Insomma, la realtà Live mi appartiene. Ma non adesso.
Parigi,
8 febbraio
2008, Zenit: concerto dei 30 Seconds to Mars. Anzi, piccola
precisazione: il
MIO primo concerto dei 30 Seconds to Mars. È da stamattina
alle sei e mezza che
sono in fila, sfoggiando con orgoglio il mio 33 sulla mano, ormai
leggermente
sbiadito. Mi fanno male i piedi perché da due ore non riesco
a muovermi, tranne
che per seguire la folla impazzita che si è esaltata per un
nanetto colto da
strane convulsioni sul palco, mentre cantava (?)

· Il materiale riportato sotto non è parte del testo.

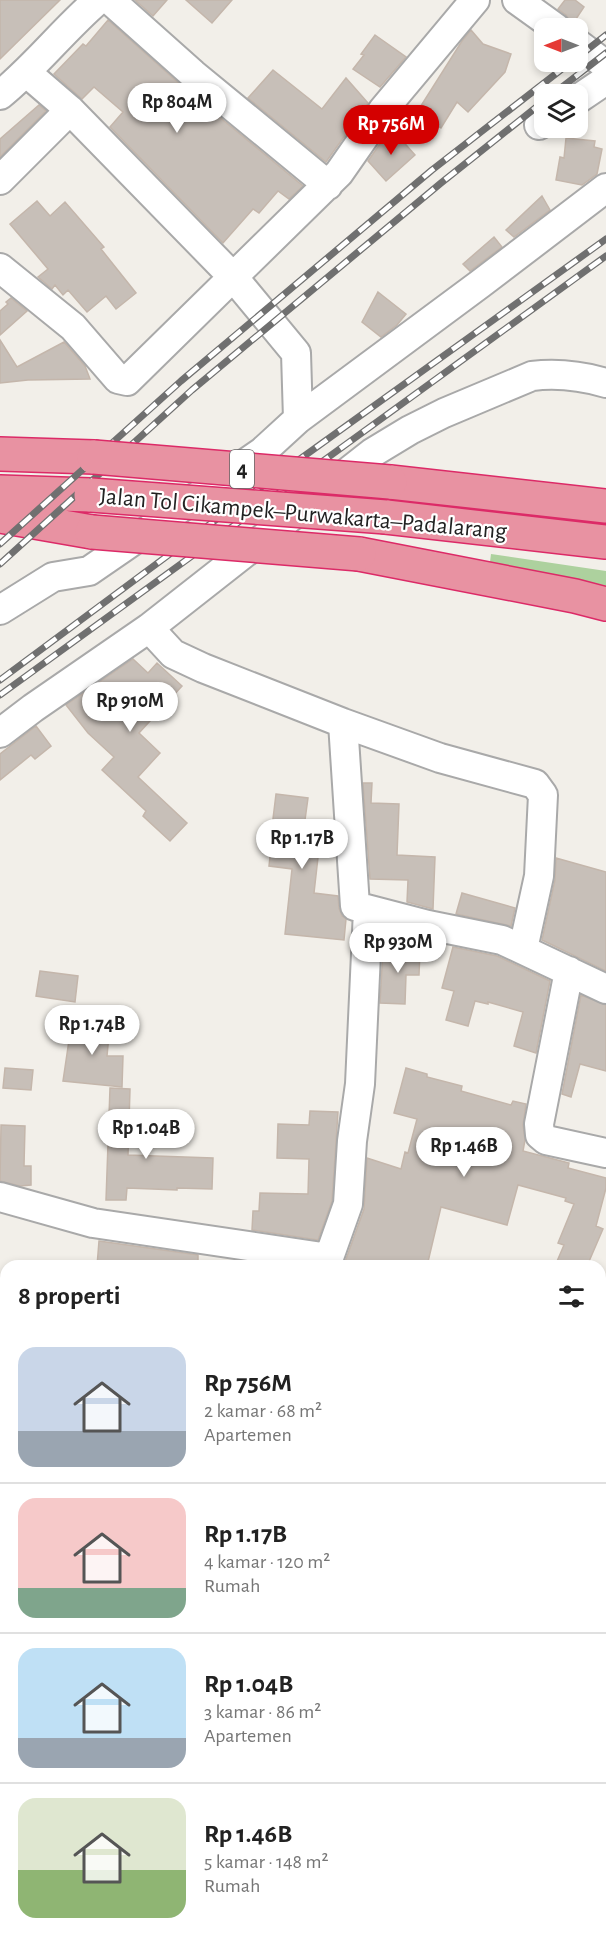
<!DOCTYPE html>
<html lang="id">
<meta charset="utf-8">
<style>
body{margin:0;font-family:"Alegreya Sans",sans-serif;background:#f6f6f6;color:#222;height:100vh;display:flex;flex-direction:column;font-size:22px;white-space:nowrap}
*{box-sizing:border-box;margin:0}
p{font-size:20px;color:#767676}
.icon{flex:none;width:33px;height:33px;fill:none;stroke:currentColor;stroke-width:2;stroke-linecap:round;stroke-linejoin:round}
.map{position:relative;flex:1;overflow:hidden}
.panel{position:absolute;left:0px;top:1260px;width:606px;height:684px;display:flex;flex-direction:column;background:#fff;border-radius:18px 18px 0 0;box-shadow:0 3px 9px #0003}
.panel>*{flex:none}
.needle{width:39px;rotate:270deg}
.fabs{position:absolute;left:534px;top:18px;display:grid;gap:12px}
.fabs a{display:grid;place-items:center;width:54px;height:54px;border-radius:12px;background:#fff;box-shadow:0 3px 9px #0003;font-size:30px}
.price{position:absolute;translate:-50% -51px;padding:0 14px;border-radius:21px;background:#fff;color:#222;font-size:20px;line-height:39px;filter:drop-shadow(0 2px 3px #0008)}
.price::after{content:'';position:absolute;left:50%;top:36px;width:18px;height:14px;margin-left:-9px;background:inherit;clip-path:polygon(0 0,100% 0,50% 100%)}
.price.on{background:#d40000;color:#fff}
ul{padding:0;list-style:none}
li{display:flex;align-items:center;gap:18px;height:150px;padding:0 18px}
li+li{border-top:2px solid #e0e0e0}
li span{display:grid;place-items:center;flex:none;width:168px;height:120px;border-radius:18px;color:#555}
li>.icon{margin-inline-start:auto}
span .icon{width:72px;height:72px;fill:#fffc;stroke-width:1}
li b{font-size:26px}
h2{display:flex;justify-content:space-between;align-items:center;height:72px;padding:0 18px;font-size:26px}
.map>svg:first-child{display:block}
.forest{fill:#add19e}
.building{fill:#c7bfb8;stroke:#c4b6ab;stroke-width:1.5}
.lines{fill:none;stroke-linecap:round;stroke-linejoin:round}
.minor-casing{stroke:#a9a9a9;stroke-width:32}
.highway-casing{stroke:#dc2a67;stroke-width:36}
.minor{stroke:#fff;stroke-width:28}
.highway{stroke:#e892a2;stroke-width:33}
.rail-casing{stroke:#707070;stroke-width:7}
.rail{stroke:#fff;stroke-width:4.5;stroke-dasharray:14;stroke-linecap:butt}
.highway-bridge-casing{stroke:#dc2a67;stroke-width:36;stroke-linecap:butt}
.highway-bridge{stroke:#e892a2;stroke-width:33}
.labels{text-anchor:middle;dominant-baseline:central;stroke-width:4.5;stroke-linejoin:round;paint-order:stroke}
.shield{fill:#fff;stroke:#646464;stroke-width:1.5}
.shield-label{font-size:22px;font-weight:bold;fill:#222}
.street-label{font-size:24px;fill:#222;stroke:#fff}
</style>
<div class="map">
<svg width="606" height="1944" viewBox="0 0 606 1944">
<rect width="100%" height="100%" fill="#f2efe9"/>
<path class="forest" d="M 491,554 L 606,571 L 606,595 L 489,570 Z"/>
<path class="building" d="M 0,0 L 60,0 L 0,59 Z
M 135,0 L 167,0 L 153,16 Z
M 186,0 L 232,0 L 212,23 Z
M 565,0 L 575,0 L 584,7 L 572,25 L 566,15 L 558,9 Z
M 108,20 L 183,87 L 303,186 L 289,199 L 278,191 L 259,213 L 253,209 L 223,243 L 110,127 L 123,112 L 94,87 L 82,99 L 54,74 L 83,44 L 86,46 Z
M 471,30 L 483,44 L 511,54 L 505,72 L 468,112 L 457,102 L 441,128 L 417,112 L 462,41 Z
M 375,35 L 406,57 L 380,87 L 353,69 L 364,55 L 361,54 Z
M 273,70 L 322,109 L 346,78 L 368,103 L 326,162 L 248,98 Z
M 39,105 L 46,111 L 0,157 L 0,139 Z
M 391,128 L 415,155 L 386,181 L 368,161 Z
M 566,138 L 595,141 L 594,147 L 602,149 L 597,174 L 582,185 L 556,180 L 560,157 L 564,158 Z
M 542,196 L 550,210 L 514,237 L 506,230 Z
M 37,201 L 50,216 L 65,202 L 104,247 L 101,249 L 136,293 L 116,309 L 106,296 L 87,312 L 68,290 L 63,295 L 55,285 L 52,289 L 38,277 L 48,269 L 10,224 Z
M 494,237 L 502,247 L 470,271 L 463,264 Z
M 378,292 L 406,314 L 397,325 L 381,337 L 362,322 Z
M 11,298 L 27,311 L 0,335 L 0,311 L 8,304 L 6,302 Z
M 0,340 L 17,367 L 64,342 L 85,366 L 90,379 L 28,380 L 0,383 Z
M 133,659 L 148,673 L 157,663 L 182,686 L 139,733 L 160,753 L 138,777 L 187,823 L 170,841 L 143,816 L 146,811 L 102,770 L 114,757 L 88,733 L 66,705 Z
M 36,726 L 51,746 L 35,759 L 31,755 L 0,780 L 0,754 Z
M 363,783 L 372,783 L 371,803 L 399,804 L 397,855 L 435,857 L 433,909 L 407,902 L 408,880 L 370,879 Z
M 276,794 L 308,798 L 305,820 L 322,822 L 314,893 L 338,896 L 339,908 L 342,916 L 346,919 L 344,940 L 285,934 L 292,869 L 269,866 L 271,848 L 261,847 L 264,826 L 272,827 Z
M 556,858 L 606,872 L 606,971 L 542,940 L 555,880 Z
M 462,893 L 515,908 L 511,926 L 456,914 Z
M 453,947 L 497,956 L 550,981 L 536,1053 L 514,1046 L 523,1012 L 488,1002 L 488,1004 L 475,1001 L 468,1026 L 446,1020 L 454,991 L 442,988 Z
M 383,950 L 420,950 L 419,975 L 406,975 L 405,1004 L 380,1003 Z
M 40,971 L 78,976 L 75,1002 L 36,996 Z
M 581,995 L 606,1005 L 606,1071 L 580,1064 L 571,1097 L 562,1094 Z
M 72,1020 L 110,1025 L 107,1056 L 123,1056 L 122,1087 L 63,1081 Z
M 5,1068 L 33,1070 L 31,1090 L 3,1088 Z
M 406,1068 L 427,1074 L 427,1077 L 462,1086 L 461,1091 L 511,1105 L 513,1101 L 526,1104 L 523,1125 L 525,1140 L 523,1151 L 569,1163 L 568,1168 L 606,1178 L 606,1188 L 596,1226 L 603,1229 L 587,1266 L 555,1266 L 564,1245 L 558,1243 L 574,1204 L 565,1201 L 566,1198 L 518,1185 L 507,1225 L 441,1207 L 427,1266 L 361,1266 L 345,1262 L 364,1209 L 367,1158 L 401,1169 L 405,1152 L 408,1153 L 417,1119 L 394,1113 Z
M 110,1088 L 130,1089 L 128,1155 L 213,1158 L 212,1189 L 177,1188 L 177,1190 L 127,1188 L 126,1200 L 106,1200 Z
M 310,1111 L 338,1112 L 332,1201 L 318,1240 L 252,1230 L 253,1211 L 259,1211 L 260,1193 L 308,1194 L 309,1159 L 277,1158 L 278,1124 L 309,1125 Z
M 1,1125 L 25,1126 L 24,1166 L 31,1166 L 31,1185 L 20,1186 L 0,1181 Z
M 99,1241 L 198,1255 L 198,1266 L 97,1266 Z"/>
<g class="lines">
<defs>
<path id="minor" d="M 110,0 L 193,74 L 328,185
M 517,0 L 556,28
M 578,44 L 606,65
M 27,73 L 70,110 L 234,278 L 296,353 L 298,419 L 480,284 L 606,188
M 0,95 C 36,66 63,30 98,0
M 578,99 L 606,80
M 539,125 L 544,122
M 0,180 L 70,110
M 0,268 L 73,327 L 118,379 L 127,381 L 339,173 L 383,110 L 475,0
M 0,610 L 53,577 L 89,571 L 262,452 L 298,419
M 149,628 L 173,654 L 203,668 L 343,723 L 440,758 L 535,784 L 543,795 L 539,876 L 523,949
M 343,723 L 355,906 L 428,925 L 502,940 L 606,989
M 0,733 L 33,708 L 149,628 L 372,453 L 410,430 L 444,413 L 532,376 C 557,373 582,376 606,383
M 569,971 L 539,1124 L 540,1135 L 546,1140 L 606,1153
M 0,1197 L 93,1223 L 329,1258
M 326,1266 L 348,1204 L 352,1141 L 360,1084 L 368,910
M 600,1345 L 606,1327
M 600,1503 L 606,1505"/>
<path id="highway" d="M 0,454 L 94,457
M 390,482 L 606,506
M 0,492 L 91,495
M 0,516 L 92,532
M 386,517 L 606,542
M 359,554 L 575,596 L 606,604"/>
</defs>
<use href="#minor" class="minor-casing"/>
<use href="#highway" class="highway-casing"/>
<use href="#minor" class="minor"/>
<use href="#highway" class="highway"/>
<defs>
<path id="rail" d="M 578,57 L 606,35
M 553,94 L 606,53
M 0,544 L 181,381 L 432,170 L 571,62
M 0,564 L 192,390 L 441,183 L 544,101
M 0,680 L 225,513 L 606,239
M 0,695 L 606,256"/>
</defs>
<use href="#rail" class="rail-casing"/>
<use href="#rail" class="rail"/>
<defs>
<path id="highway-bridge" d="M 94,457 L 390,482
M 91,495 L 386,517
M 92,532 L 359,554"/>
</defs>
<use href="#highway-bridge" class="highway-bridge-casing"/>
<use href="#highway-bridge" class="highway-bridge"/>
</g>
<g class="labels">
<rect class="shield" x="230" y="450" width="24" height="38" rx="4.5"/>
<g class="shield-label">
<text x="242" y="469">4</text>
</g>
<g class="street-label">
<text transform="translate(303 514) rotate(5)">Jalan Tol Cikampek–Purwakarta–Padalarang</text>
</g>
</g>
</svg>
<div class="fabs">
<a><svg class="needle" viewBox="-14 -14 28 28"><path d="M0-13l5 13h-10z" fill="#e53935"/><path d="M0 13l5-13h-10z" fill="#767676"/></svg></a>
<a><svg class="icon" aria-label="layers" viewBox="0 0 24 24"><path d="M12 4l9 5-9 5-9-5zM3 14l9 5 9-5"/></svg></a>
</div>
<b class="price" style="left:177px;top:134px">Rp 804M</b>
<b class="price on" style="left:391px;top:156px">Rp 756M</b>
<b class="price" style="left:130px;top:733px">Rp 910M</b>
<b class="price" style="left:302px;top:870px">Rp 1.17B</b>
<b class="price" style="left:398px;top:974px">Rp 930M</b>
<b class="price" style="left:92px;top:1056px">Rp 1.74B</b>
<b class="price" style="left:146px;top:1160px">Rp 1.04B</b>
<b class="price" style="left:464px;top:1178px">Rp 1.46B</b>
<section class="panel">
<h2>8 properti<svg class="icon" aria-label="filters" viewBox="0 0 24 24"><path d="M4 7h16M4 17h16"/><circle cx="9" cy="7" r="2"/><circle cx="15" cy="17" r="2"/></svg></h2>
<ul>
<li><span style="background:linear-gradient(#c9d6e8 70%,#9aa5b1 0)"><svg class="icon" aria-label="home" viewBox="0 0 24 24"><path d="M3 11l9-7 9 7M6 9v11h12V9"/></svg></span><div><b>Rp 756M</b><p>2 kamar · 68 m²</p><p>Apartemen</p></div></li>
<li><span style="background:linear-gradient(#f6c9c9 75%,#7fa58c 0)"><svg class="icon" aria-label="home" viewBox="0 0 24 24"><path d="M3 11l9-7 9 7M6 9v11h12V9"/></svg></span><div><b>Rp 1.17B</b><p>4 kamar · 120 m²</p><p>Rumah</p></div></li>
<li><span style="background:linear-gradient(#bfe0f5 75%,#9aa5b1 0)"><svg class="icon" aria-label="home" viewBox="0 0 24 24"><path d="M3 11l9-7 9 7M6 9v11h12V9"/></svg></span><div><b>Rp 1.04B</b><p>3 kamar · 86 m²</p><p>Apartemen</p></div></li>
<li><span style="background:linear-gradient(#dfe7d0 60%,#8fb573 0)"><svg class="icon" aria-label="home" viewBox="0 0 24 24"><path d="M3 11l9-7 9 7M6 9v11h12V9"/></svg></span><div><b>Rp 1.46B</b><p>5 kamar · 148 m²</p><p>Rumah</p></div></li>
</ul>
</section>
</div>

dell’improbabile musica dance
d’autore e sto giurando a me stessa che non rifarò
mai più una stupidata del
genere per nessuno, tranne forse per gli U2. In realtà sto
mentendo a me
stessa: tra 4 giorni sarò a Milano a rifarmi
un’altra fila interminabile sempre
per questi quattro marziani.
Sono
stata separata
dalle altre mie compagne di viaggio e credo di essere l’unica
non francese qui
davanti. Mi prendono in giro, mi insultano e ridono di me, ma la cosa
francamente non mi importa: io rispondo senza problemi per le rime.
Vicino a me
una ragazza di Nizza si sta infervorando contro le sue compatriote e mi
prende
sottobraccio. In uno stentato inglese si fa capire e per questi dieci
minuti
passati insieme, le voglio bene.
I
tecnici non ci
sono più, è calato il velo bianco e sento
l’adrenalina crescere: è il momento
che aspetto da mesi, il loro concerto.
E
inizia.
I
Carmina Burana si
spandono per l’arena e i brividi arrivano dalla punta dei
piedi fino all’ultimo
capello. Vengo sommersa da un turbinio di emozioni incredibili, da
un’energia
potente. L’unica esperienza che avevo provata era stata
guardando i video del
Pink Pop e del RockamRing, ma dal vivo è qualcosa di
indescrivibile. È come se
tutta la fatica della giornata sparisse, come se le ore passata ad
aspettarli,
seduta in fila ascoltando i resoconti delle ragazze appena arrivate da
Londra,
fossero in realtà minuti, bazzecole, attimi senza
importanza, perché adesso
sono lì, a pochi metri da loro.
Dietro
il telo vedo
le ombre di Jared e di Tim. La gente mi sposta dal cantante al bassista
senza
preoccuparsi di nulla. Vengo spinta con poca grazia, colpita senza
pietà. E non
mi interessa, voglio solo sentire la batteria di Shannon attaccare con
Battle
of One, la chitarra di Tomo stimpanarmi e l’urlo di Jared
accendermi come
sempre.
Invece
mi fregano:
sento la familiare pianola di Attack e urlo per far uscire tutta la mia
frustrazione repressa. Stringo in mano la mia bandiera, il legame con
il Friuli
Venezia-Giulia, la mia terra. Il legame con i miei soldati della
Fantasy
Division, che adesso staranno pensando alla loro Generale e le augurano
tutto
il bene possibile per quella indimenticabile serata. Spiritualmente
loro sono
qui con me.
Il
telo scende e
Jared canta. Indossa un trench blu elettrico e un paio di pantaloni
bianchi che
lo fanno, se possibile, ancora più magro. Ai piedi le
classiche Onitzuka bianche
e dal colletto della giacca spunta qualcosa di rosso. I capelli sono
perfettamente al loro posto, caschetto alla Beatles e per completare il
tutto,
due dita di colore fluorescente sotto gli occhi. L’ho detto
io che siamo ancora
a Carnevale.
Tim
non è da meno:
pantaloni giallo canarino e felpa blu con la zip. Non sono ancora
riuscita a
vedere Tomo e Shannon.
Finalmente
sono
qui, davanti a me e il fatto che attorno migliaia di fan scatenati
vogliono il
mio scalpo non mi preoccupa per nulla. Essere sola quasi mi esalta,
perché se
sopravviverò a questa prova potrò vantarmi di
essere una donna con
Il
concerto va
avanti su un binario quantomeno singolare: stanno suonando ABL in
serie, senza
variazioni. A
Beautiful Lie, The Kill, Was it a Drem?. Insomma, rifanno
l’album. Però adesso
so che sta per partire, la mia canzone, il mio inno.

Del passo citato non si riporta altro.